In short, there is a simple initial boundary-value problem for which NDSolveValue produces an InterpolatingFunction f[x,y,t]. The issue is that Derivative[1,0,0][f] and Derivative[0,1,0][f] seem to be switched! By this I mean that for $\partial_{x} f$ one gets the values one expects for $\partial_{y} f$, and vice-versa.

It seems that the problem is related to the fact that the InterpolatingFunction is defined over a mesh for the finite element method.

I am using Mathematica 11.3.0.0 on Linux x86 (64 bit) platform (Kubuntu 18.04 on Dell Precision M4800).

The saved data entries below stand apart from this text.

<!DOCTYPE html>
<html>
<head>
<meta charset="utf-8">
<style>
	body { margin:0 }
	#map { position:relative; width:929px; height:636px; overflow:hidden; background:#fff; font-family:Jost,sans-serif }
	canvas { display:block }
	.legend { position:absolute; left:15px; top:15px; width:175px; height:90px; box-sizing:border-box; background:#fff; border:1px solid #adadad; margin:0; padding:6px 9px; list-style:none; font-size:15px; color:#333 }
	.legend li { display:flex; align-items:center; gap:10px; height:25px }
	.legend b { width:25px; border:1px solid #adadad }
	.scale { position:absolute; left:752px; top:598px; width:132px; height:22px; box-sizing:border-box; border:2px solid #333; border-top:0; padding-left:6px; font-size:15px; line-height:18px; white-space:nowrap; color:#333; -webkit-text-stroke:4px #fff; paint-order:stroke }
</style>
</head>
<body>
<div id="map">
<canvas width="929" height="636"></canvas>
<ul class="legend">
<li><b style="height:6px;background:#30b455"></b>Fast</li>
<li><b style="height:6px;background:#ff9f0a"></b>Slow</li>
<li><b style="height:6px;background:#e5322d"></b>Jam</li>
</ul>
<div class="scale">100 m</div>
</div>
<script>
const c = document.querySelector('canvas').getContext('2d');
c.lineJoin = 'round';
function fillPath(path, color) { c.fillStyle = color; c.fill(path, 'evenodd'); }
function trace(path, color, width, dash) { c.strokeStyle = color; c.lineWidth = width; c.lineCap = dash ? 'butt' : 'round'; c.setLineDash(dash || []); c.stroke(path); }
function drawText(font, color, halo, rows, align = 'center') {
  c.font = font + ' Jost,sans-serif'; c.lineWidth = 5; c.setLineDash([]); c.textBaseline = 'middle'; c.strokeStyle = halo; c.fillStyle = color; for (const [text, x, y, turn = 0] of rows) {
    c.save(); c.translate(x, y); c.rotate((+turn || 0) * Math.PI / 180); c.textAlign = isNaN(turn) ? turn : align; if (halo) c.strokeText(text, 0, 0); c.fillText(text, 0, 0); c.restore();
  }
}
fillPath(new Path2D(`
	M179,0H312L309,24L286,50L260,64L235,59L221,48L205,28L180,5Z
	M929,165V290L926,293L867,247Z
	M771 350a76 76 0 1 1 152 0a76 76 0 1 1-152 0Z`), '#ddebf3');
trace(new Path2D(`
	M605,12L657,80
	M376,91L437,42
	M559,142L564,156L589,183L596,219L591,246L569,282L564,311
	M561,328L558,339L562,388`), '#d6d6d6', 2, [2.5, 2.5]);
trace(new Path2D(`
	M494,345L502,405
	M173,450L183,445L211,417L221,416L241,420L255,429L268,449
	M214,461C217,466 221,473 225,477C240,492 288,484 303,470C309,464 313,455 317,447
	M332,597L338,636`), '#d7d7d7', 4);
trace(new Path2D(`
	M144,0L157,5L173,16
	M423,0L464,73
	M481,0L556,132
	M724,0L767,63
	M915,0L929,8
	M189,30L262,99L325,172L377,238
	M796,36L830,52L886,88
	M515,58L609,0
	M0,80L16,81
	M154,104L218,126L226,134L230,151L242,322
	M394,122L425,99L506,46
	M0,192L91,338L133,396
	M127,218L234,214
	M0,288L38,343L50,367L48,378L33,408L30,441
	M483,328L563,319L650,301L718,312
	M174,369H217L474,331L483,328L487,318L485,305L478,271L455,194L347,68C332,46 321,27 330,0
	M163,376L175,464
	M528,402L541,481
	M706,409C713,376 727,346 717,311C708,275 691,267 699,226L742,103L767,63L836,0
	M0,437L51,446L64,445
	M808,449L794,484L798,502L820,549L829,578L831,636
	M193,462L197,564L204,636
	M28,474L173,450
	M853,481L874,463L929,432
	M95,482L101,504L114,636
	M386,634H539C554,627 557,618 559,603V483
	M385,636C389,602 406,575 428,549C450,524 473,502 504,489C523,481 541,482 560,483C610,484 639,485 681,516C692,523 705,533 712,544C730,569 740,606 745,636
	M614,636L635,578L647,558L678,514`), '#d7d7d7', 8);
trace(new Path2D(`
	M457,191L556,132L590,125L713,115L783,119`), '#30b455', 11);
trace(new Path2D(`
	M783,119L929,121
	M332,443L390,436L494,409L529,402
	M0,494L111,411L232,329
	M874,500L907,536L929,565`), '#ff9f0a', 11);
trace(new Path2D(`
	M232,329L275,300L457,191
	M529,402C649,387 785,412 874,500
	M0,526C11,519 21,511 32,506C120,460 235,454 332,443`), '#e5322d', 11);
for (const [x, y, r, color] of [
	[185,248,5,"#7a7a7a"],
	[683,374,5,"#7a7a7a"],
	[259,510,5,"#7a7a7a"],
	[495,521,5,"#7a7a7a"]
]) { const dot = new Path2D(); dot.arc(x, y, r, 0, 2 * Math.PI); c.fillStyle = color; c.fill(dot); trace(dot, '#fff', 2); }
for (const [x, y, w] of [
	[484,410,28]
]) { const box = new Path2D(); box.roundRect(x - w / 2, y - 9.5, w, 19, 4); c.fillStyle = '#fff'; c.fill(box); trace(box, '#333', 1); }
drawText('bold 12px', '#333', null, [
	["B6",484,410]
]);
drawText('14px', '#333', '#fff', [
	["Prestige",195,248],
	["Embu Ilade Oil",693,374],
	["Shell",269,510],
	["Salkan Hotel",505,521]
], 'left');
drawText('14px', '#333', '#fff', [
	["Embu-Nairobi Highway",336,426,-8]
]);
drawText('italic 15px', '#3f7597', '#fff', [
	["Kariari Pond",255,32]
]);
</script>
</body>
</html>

The initial boundary-value problem

The PDE giving rise to the issue is the following. Solve the heat equation $\nabla^{2}T=\partial_{t}T$ on the rectangle $(x,\,y)\in [0, 1] \times [0, 2]$ subject to the initial condition $T(x,y,t=0)=1$ and the boundary conditions that correspond to the state-state solution of $T(x,y)=y/2$. In other words, the boundary conditions are:

$T=0$ along the horizontal edge $y=0$;
$T=1$ along the horizontal edge $y=2$; and,
along the vertical edges ($x=0$ and $x=1$), we linearly connect the boundary conditions at the horizontal edges; in other words, $T=y/2$ along the vertical edges $x=0$ and $x=1$.

For the steady-state solution, we have $\partial_{t}T=0$, and so we are simply solving the Laplace's equation $\nabla^{2}T=\partial^{2}_{x}\,T+\partial^{2}_{y}\,T=0$ subject to the above boundary conditions. It is obvious that $T(x,y)=y/2$ satisfies both the boundary conditions and the Laplace's equation, and thus is the correct solution.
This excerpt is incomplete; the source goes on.